The FDA also conducts “post marketing surveillance” on drugs as part of their mandate to protect the public.  Doctors and other health care professionals are supposed to report adverse effects and other notable events suspected to be from the use of the drug to the manufacturer.  The manufacturers are required to collect reports and relay findings to the FDA.  The FDA also receives direct reports of adverse events and their people monitor the media and do selected surveys of patients to get a handle on what is going on.

Drug Regulation and Approval: Debate About the Role of Government

When the Food, Drug, and Cosmetic Act was passed in 1938, it required that sponsors prove drugs are safe before they go to market.  The drugs (and devices) didn’t actually have to work, so long as they were reasonably safe for adults.  In 1962 Congress passed a law that required new drugs be shown to be effective – that is, have at least some therapeutic benefit for some patients in some situations.  It’s a fairly low bar – many new cancer drugs get approved after showing they extend expected survival time by only a few months.  Nonetheless, after the 1962 law went through hundreds of products were withdrawn – essentially were unapproved – when reviews showed they provided no patient benefit.

The libertarian view is for looser regulation, and that the burden of regulation exceeds the benefits.  While it’s true that some unsafe drugs might get through a looser system, critics say, those unsafe drugs will be recognized quickly and pulled from the market by sellers.  For the drugs that are safe, avoiding the regulatory process and burden of proof gets them to patients who need them sooner.

Thalidomide is an example of a drug that caused tens of thousands of birth defects.  Under today’s testing process, scientists would have found the problem before thalidomide was used widely.


Another argument the deregulators put out is that data and efficacy and safety can be collected after the drug is being used: observational studies of patients on the medicine.

This system might work in detecting unsafe drugs, but outside the controlled clinical trial process it is less likely to identify medicines that are safe but ineffective.  (Many new medicines wash out of the clinical trials process not because they cause harm but because they don’t seem to help anybody.)

Is that so bad?  That we have ineffective drugs on the market?  Well, yes, it makes the entire health care system less efficient.  People and capital are employed to make the ineffective drug, and marketing channels are used when they could be used to make and distribute drugs that work.

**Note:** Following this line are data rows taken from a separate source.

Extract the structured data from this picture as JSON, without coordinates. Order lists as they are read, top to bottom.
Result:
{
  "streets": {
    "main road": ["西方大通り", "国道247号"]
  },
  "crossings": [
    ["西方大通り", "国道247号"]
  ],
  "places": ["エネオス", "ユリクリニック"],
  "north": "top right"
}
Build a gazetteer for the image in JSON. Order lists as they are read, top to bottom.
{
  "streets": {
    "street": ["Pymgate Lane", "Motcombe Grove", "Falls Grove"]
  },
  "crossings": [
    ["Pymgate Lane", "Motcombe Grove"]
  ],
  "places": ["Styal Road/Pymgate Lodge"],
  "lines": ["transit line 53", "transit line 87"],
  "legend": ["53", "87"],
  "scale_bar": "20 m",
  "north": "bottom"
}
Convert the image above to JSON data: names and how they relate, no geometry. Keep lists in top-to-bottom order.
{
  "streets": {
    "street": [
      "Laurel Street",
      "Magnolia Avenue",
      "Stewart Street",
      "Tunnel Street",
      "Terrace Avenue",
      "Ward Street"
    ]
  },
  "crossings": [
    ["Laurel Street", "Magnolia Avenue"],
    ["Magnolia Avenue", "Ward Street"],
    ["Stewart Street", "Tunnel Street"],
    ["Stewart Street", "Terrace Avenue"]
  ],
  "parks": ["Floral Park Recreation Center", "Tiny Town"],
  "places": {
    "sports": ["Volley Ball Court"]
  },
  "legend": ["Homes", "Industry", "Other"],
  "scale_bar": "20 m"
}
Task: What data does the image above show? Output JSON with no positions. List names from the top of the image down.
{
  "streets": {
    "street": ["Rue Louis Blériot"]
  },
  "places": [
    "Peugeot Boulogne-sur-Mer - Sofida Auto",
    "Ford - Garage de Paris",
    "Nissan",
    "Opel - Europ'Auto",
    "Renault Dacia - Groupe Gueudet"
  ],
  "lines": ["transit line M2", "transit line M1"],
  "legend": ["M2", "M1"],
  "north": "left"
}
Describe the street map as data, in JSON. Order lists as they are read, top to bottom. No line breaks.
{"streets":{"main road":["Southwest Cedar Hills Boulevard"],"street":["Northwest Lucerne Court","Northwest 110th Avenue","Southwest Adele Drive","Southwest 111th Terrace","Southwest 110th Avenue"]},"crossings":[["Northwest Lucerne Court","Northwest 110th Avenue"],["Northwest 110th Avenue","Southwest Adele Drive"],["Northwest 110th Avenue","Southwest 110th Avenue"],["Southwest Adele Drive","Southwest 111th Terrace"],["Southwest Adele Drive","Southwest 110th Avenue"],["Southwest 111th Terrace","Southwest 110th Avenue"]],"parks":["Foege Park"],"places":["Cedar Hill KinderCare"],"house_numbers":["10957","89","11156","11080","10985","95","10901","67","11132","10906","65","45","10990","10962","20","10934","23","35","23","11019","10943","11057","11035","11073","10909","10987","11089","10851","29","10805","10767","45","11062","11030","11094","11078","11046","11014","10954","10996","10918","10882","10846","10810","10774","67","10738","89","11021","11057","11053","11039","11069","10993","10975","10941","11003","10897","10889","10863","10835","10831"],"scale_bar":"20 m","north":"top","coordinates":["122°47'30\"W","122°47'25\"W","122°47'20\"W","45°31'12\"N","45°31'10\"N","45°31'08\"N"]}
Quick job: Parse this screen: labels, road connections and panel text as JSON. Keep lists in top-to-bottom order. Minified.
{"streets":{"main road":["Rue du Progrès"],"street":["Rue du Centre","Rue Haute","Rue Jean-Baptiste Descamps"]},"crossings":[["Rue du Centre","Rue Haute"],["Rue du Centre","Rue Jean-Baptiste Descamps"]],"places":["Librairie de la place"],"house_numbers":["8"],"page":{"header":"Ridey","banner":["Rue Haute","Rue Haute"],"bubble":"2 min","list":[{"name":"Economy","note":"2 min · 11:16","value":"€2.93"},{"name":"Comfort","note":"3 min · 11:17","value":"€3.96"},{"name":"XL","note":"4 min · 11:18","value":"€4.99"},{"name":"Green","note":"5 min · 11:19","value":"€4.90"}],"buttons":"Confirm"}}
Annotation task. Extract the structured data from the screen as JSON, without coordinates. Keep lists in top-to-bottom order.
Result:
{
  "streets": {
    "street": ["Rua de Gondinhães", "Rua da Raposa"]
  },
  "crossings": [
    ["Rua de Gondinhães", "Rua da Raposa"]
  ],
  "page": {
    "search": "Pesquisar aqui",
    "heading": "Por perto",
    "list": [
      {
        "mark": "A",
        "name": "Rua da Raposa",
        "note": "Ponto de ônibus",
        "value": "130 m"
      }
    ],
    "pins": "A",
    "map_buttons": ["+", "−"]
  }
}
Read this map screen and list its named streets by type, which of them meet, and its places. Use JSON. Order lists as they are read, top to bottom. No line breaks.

The pro-regulation argument also points out that information has a cost.  In a competitive world, one drug company cannot afford to develop evidence for safety and reliability unless its competitors do so too.  If we as a society want good information (to inform medical and economic decisions), we must generate this information somehow, and regulations can do that.

Further, even the critics admit that the clinical trial process yields reliable information – more reliable and reproducible than post-market observational studies.

You sometimes see news stories about drugs being withdrawn from the marketplace, and this is usually a joint effort of the FDA and the drug manufacturer.   The press releases usually say the manufacturer is voluntarily withdrawing the medicine, although it is a safe bet they do so for fear the FDA will impose a mandatory withdrawal.  The reasons for withdrawal are usually safety-related, not because the medicine doesn’t work.

High development and approval costs are one of the driver of high chemotherapy prices.